Mpact’s R10m investment offers dairy industry new cost-effective packaging

A R10-million investment by Mpact in its FMCG plastics plant in Pinetown, KZN, will enable the Group to produce a new type of packaging, especially for the dairy industry. The new machinery will offer dairy producers high quality plastic containers of varying sizes for products such as yoghurt. The new equipment is already producing containers for an export customer.

Neelin NaidooNeelin Naidoo (right), MD of the JSE-listed group’s plastics division, says producers in the dairy sector have made it clear in recent times that they are looking for innovative ways to contain costs.

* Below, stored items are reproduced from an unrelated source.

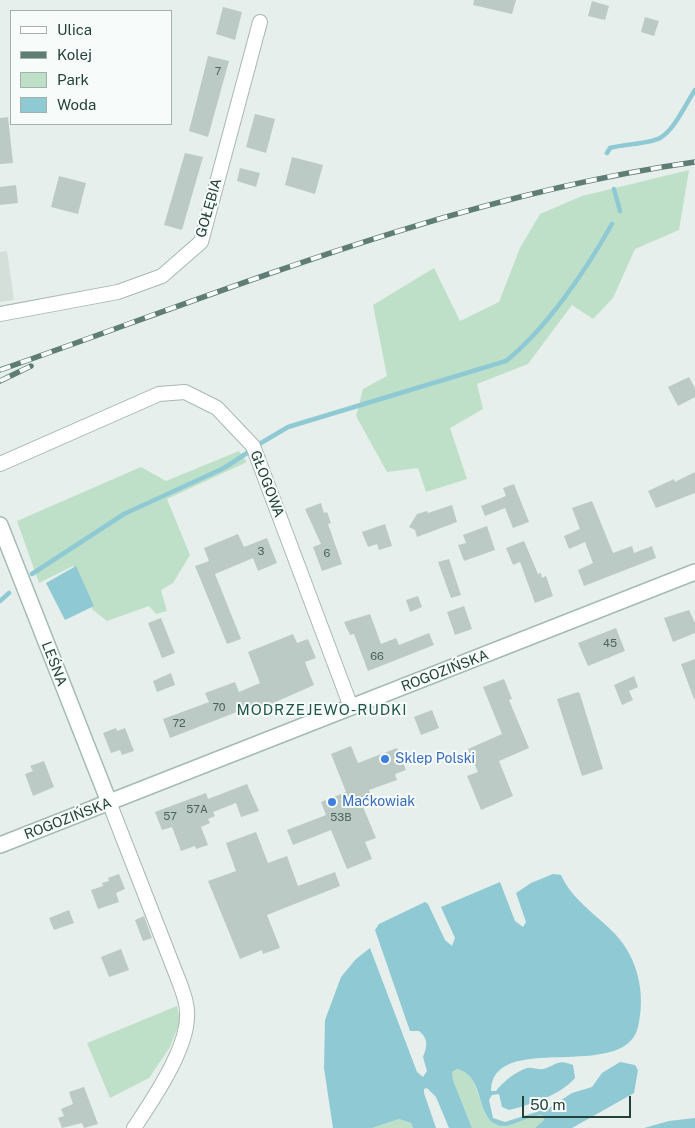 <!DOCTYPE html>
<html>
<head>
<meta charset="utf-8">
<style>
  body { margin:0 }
  #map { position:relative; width:695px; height:1128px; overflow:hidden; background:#e6efeb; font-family:"Public Sans",sans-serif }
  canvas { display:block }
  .legend { position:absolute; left:10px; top:10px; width:162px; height:115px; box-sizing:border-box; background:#f7fbf9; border:1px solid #a3b1ad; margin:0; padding:6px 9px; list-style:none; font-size:15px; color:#24423a }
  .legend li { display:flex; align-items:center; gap:10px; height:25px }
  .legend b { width:25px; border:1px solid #a3b1ad }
  .scale { position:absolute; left:522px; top:1096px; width:109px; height:22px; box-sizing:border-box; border:2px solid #24423a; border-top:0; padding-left:6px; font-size:15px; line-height:18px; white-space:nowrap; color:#24423a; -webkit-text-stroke:4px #f7fbf9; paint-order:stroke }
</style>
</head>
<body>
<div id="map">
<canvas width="695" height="1128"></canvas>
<ul class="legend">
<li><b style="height:6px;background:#fff"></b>Ulica</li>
<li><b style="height:6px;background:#5f7d75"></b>Kolej</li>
<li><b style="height:14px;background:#bfe0c8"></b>Park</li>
<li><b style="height:14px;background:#8ec9d4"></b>Woda</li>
</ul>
<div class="scale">50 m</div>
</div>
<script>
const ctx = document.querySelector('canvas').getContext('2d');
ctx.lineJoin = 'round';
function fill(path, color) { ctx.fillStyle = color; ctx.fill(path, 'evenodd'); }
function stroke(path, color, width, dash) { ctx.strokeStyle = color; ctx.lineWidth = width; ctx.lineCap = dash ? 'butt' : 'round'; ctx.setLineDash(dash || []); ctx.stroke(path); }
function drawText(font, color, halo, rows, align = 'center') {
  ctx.font = font + ' "Public Sans",sans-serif'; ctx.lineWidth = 4; ctx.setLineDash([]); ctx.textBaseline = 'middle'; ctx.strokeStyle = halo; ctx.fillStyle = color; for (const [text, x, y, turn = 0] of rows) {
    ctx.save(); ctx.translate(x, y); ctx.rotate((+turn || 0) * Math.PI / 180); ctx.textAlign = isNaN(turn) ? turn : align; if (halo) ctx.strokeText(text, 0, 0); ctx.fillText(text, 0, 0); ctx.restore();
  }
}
fill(new Path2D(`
  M7,251L14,300L0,302V252Z`), '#d4dfda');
fill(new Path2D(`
  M689,170L679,230L635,249L613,298L593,319L572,305L528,364L477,384L483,409L450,428L467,479L426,492L418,468L387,472L356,416L363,389L387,376L373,305L434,268L460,321L499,302L520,248L540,214L582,196Z
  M239,451L247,462L167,499L190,555L173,583L161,590L167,611L156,614L149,606L107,621L92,609L73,566L39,583L17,521L141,467L166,481Z
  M177,1006L180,1022L170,1047L149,1078L110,1098L87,1043Z
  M457,1069L467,1071L472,1077L486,1116L496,1125L542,1115L544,1120L535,1128H472L453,1080L452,1072Z
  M399,1119L411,1123L413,1128H372Z`), '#bfe0c8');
fill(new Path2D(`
  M76,566L94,606L65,620L46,583Z
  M553,874L561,875C573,901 596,914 615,934C638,958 646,994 638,1027C624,1084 492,1029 491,1091H496C504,1081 515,1072 527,1068C532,1067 538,1070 543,1069C556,1066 557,1058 573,1065L575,1078C561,1095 529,1105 509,1110L502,1107L499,1094L492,1095L489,1100L493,1118L505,1122L549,1108L572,1093L592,1087L602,1073L620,1062L635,1065L638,1070L634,1093L572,1128H535L544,1120L542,1115C529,1116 514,1125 505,1126C473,1126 488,1076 457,1069L452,1072L453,1080L472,1128H449L436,1097L427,1088L424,1089V1093L436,1128H413L411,1123L399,1119L372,1128H333L324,1068L325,1020L341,977L356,959L370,948L417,1072L423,1077L427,1071L423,1057C427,1047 429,1039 419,1031H410L375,930L379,924L425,902L428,904L445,940L452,946L455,938L441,907L500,882L515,921L523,927L526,922L516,893L531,883Z
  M695,1118V1128H644L669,1121Z`), '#8ec9d4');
stroke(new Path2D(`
  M607,153L610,148C623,144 649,144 660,138C675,129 685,105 695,90
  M614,189L620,211
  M261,443L288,427L506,361C547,328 586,270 612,224
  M32,574L124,514L224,468L247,453
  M0,601L9,593`), '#8ec9d4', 4.5);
fill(new Path2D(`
  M474,0H516L512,14L473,5Z
  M592,1L609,6L605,20L588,16Z
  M223,7L242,12L235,40L216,34Z
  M645,17L659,21L654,36L641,32Z
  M208,56L229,61L208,137L189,131Z
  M255,114L275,119L266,153L246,147Z
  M8,117L13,163L0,164V118Z
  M185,153L203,157L182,230L164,225Z
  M292,157L323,165L315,194L285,185Z
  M240,168L260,173L256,187L237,181Z
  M59,176L86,183L78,214L51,207Z
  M16,185L18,203L0,205V187Z
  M689,377L695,388V397L678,406L668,387Z
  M695,472V493L656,508L648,491L674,479L675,482Z
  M514,484L529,522L513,528L505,508L485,516L481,506L506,496L503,488Z
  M592,501L613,553L632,546L634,553L652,546L656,558L584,586L578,570L593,563L585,542L569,549L564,536L580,529L572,508Z
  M321,503L324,513L327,512L331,523L328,524L342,564L322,571L313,547L321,544L305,509Z
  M452,505L457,522L417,537L415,530L409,527L417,514L427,511L428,513Z
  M385,524L392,546L379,550L377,544L368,547L362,532Z
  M487,526L495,550L464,561L458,545L466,543L463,535Z
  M238,534L244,547L267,538L277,563L258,571L253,558L215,574L241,639L227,644L195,566L209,561L204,548Z
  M524,541L538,574L541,573L542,578L546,576L553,596L535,603L520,562L513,565L506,548Z
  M449,559L461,595L451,598L438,562Z
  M418,596L422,607L410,612L406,600Z
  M464,606L472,629L455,635L447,612Z
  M689,610L695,623V633L673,642L664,618Z
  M370,614L381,644L396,638L399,645L429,633L434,645L368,671L354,634L350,635L344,622Z
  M161,618L175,653L162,658L148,623Z
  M616,628L625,651L588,666L578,643Z
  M293,634L297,643L308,639L316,658L305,662L314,685L262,708L260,703L170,738L163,719L209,702L205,693L235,682L239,692L260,683L248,652Z
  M695,659V698L694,699L681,664Z
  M171,673L175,685L157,692L153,681Z
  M634,676L638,687L629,691L633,700L622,705L614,685Z
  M504,679L512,699L509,700L529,748L499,761L513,796L481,810L467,776L478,772L468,749L502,734L483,687Z
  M578,692L580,694L603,769L582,776L557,699Z
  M432,710L439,728L421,735L414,717Z
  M116,728L117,731L125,728L134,751L122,755L120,750L111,753L103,733Z
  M351,746L358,763L397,748L406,770L395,774L397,780L369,790L373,803L363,807L376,838L365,842L372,859L347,869L331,830L293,845L287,830L326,815L321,802L346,792L331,754Z
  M44,761L54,787L33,796L25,774L33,771L30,766Z
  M247,784L259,811L241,817L236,803L213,812L215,816L208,819L210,823L201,827L208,845L196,849L195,846L181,851L172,827L162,830L155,812L206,793L208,799Z
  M256,832L268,863L287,856L298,886L335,872L340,886L267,915L280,948L263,954L262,950L240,959L208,881L236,871L226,843Z
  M119,874L125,889L116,893L119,902L98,909L91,890L103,886L102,883L109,881L108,878Z
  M69,910L74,923L54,930L49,918Z
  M144,916L152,938L143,941L135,920Z
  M121,949L129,970L109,977L101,957Z
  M84,1087L98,1124L84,1128L82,1123L62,1128L58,1118L64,1116L61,1109L73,1104L69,1092Z`), '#bbcac4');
const street = new Path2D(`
  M0,314L118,292L162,276L201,242L260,22
  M0,464L159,394L185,392L217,408L253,446L351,707
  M109,802L180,984C184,995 188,1006 187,1018C186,1051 152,1101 134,1128`);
const secondary = new Path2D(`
  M0,525L109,802
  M0,845L695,572`);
stroke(street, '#a8b8b2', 16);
stroke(secondary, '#a4bbb3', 18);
stroke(street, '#fff', 14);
stroke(secondary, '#fff', 15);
const rail = new Path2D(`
  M0,370C228,290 455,196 695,162
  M0,381L31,366`);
stroke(rail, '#5f7d75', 5.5);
stroke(rail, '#f7fbf9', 4, [11]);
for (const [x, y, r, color] of [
  [385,759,5,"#3f7fe0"],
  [332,802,5,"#3f7fe0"]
]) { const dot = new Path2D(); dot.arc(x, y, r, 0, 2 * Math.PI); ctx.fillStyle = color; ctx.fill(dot); stroke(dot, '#f7fbf9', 2); }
drawText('11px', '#4a645c', null, [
  ["7",218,72],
  ["3",261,552],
  ["6",327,554],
  ["45",610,644],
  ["66",377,657],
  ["70",219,708],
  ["72",179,724],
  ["57A",197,810],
  ["57",170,817],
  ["53B",341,818]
]);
drawText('14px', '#24423a', '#f7fbf9', [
  ["GOŁĘBIA",209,208,-74],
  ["GŁOGOWA",267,484,69],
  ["LEŚNA",54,664,69],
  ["ROGOZIŃSKA",445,671,-21],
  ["ROGOZIŃSKA",68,819,-21]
]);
drawText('14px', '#366cbe', '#f7fbf9', [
  ["Sklep Polski",395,759],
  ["Maćkowiak",342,802]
], 'left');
ctx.letterSpacing = '1px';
drawText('15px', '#1f5548', '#f7fbf9', [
  ["MODRZEJEWO-RUDKI",322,710]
]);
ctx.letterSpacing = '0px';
</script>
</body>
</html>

“Consumer spending is under strain and food producers say they cannot pass on all cost increases. Fuel, imports and packaging are the main contributors to cost increases of food manufacturers.

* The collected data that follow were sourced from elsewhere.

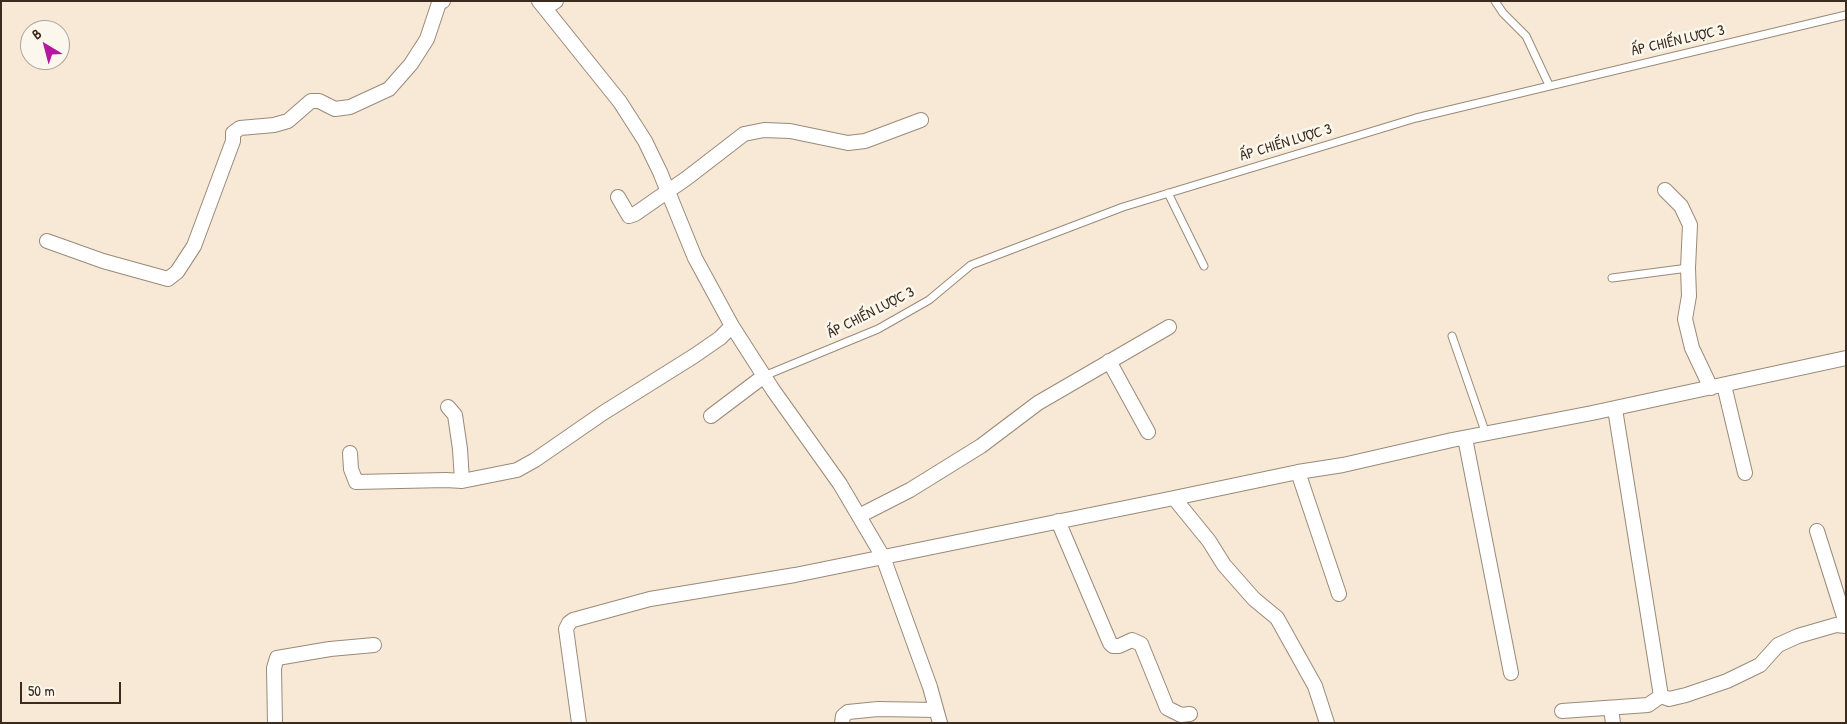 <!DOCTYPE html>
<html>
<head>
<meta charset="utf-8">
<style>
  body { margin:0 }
  #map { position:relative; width:1847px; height:724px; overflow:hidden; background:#f7e9d5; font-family:"Patrick Hand",sans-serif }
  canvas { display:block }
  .frame { position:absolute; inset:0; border:2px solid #3b2a1e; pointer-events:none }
  .north { position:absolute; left:20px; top:20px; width:50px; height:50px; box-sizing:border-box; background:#fbf7ec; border:1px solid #aea59a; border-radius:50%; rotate:323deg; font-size:14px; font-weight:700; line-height:20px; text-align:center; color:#3b2a1e }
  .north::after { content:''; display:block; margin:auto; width:18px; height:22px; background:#b5179e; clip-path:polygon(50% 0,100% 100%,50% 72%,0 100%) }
  .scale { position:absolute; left:20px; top:682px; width:101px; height:22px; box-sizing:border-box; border:2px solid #3b2a1e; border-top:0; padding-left:6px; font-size:15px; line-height:18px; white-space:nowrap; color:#3b2a1e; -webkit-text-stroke:4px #fbf7ec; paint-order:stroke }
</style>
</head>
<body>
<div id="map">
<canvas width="1847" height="724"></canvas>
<div class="frame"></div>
<div class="north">B</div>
<div class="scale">50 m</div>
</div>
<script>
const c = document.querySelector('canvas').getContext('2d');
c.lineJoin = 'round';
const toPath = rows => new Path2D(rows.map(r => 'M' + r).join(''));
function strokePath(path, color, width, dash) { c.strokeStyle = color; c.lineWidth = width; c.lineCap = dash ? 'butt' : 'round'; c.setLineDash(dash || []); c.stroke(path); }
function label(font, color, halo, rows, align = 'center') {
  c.font = font + ' "Patrick Hand",sans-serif'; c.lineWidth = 5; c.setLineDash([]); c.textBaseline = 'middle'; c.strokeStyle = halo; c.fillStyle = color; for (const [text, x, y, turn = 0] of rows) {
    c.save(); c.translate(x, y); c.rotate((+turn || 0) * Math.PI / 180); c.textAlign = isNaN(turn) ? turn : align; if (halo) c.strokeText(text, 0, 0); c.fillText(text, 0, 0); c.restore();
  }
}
const service = toPath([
  [1495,1,1503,13,1526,36,1549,85],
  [1168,193,1204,266],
  [1612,278,1688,268],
  [1452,336,1486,434],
  [764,376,878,329,929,300,971,265,1123,207,1416,118,1846,15]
]);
const minor = toPath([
  [539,1,620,102,645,141,660,172,695,258,732,326,773,390,840,484,883,557,930,687,940,723],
  [545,8,556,1],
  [1665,190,1681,206,1690,225,1688,268,1689,296,1685,319,1692,348,1711,388],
  [618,197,629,216,635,214,687,178,744,134,764,130,790,131,848,143,865,141,921,120],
  [47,241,103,261,168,279,177,272,194,246,233,141,233,133,240,128,274,125,288,121,311,101,319,101,335,109,350,107,389,89,411,64,427,39,439,3,443,1],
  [1109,361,1148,432],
  [1724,385,1745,473],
  [448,407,455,415,460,449,462,481],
  [1615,409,1661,696,1669,699,1686,695,1727,681,1760,665,1778,645,1798,636,1836,625,1846,626],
  [711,416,764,376],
  [1465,438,1511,673],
  [350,453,351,469,356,482,446,480,462,481,517,470,535,460,603,413,694,356,720,338,732,326],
  [1298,472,1339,594],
  [1174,498,1298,472,1343,465,1452,440,1592,413,1846,358],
  [859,516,910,490,981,446,1038,403,1169,327],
  [1058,521,1110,643,1113,646,1119,646,1132,640,1141,644,1167,708,1181,715,1190,714],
  [1817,531,1846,623],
  [1611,708,1613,723],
  [1562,711,1648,705,1661,696],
  [275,723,274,668,277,658,330,649,374,645],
  [579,723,566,629,569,623,573,620,650,599,795,575,1174,498,1209,541,1224,565,1254,599,1277,618,1315,686,1327,723],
  [842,723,843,716,848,712,878,709,936,710]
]);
strokePath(service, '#998a7a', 9);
strokePath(minor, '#998a7a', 16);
strokePath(service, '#fff', 7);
strokePath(minor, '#fff', 14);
label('15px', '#3b2a1e', '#fbf7ec', [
  ["ẤP CHIẾN LƯỢC 3",1678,41,-13],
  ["ẤP CHIẾN LƯỢC 3",1286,143,-17],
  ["ẤP CHIẾN LƯỢC 3",871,313,-27]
]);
</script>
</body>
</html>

“We are therefore pleased to be able to introduce new machinery that will produce high quality packaging at a high speed. This will help food producers to contain costs associated with packaging,” says Naidoo.

“This R10-million investment is very much in line with one of Mpact’s strategies to develop and selectively grow our leading market positions. We have also applied our knowledge in product application, product design and the needs of the market in developing this capability.”

Naidoo says the new Engel high-speed moulding machine, together with a label robot from Illseman Automation, will ensure top quality output of a 150ml in-mould-labelled (IML) yoghurt cup, to start with. Other sizes are to follow and will depend on market demand

The machine has a high cavitation mould from Glaroform in Switzerland operating at a high-speed cycle time, producing 55 million cups a year. The equipment complies with European safety standards and can accommodate moulds with higher cavitation.

Cavitation refers to the number of cups produced in each cycle of the machine as it injects molten plastic into the moulds. Cavitation will differ according to product size. Producing 150ml yoghurt cups, which are relatively small, allows for a higher number of cavities to be used.

The IML robot also reduces the risk of contamination by cutting down on unnecessary human contact with the cup, during the manufacturing process.

The capabilities of the machinery have been tested and proven, says Paul Visagie, general manager of the Pinetown plant. “Currently this IML system is used to manufacture polypropylene IML cups for an export customer. Four cameras measure each cup ejected from the mould for defects such as label displacement, label over-moulding and rim accuracy.

Small print and multiple colours can also be used on labels without compromising the quality. Changes to label artwork are less time-consuming than the more traditional decorating methods.

Specialised IML labels with benefits such as temperature regulation and O2 barriers are also available. Various substrates and thicknesses offer a variety of visual effects ranging from a foiled look to pearlised, matt, gloss and metallic finishes.

“By keeping the more expensive elements of packaging consistent, one can differentiate brands within the same category by means of a simple label change,” says Visagie.

Naidoo says Mpact will continue to invest in its operations and geographic footprint in order to meet the changing needs of customers and to remain cost competitive.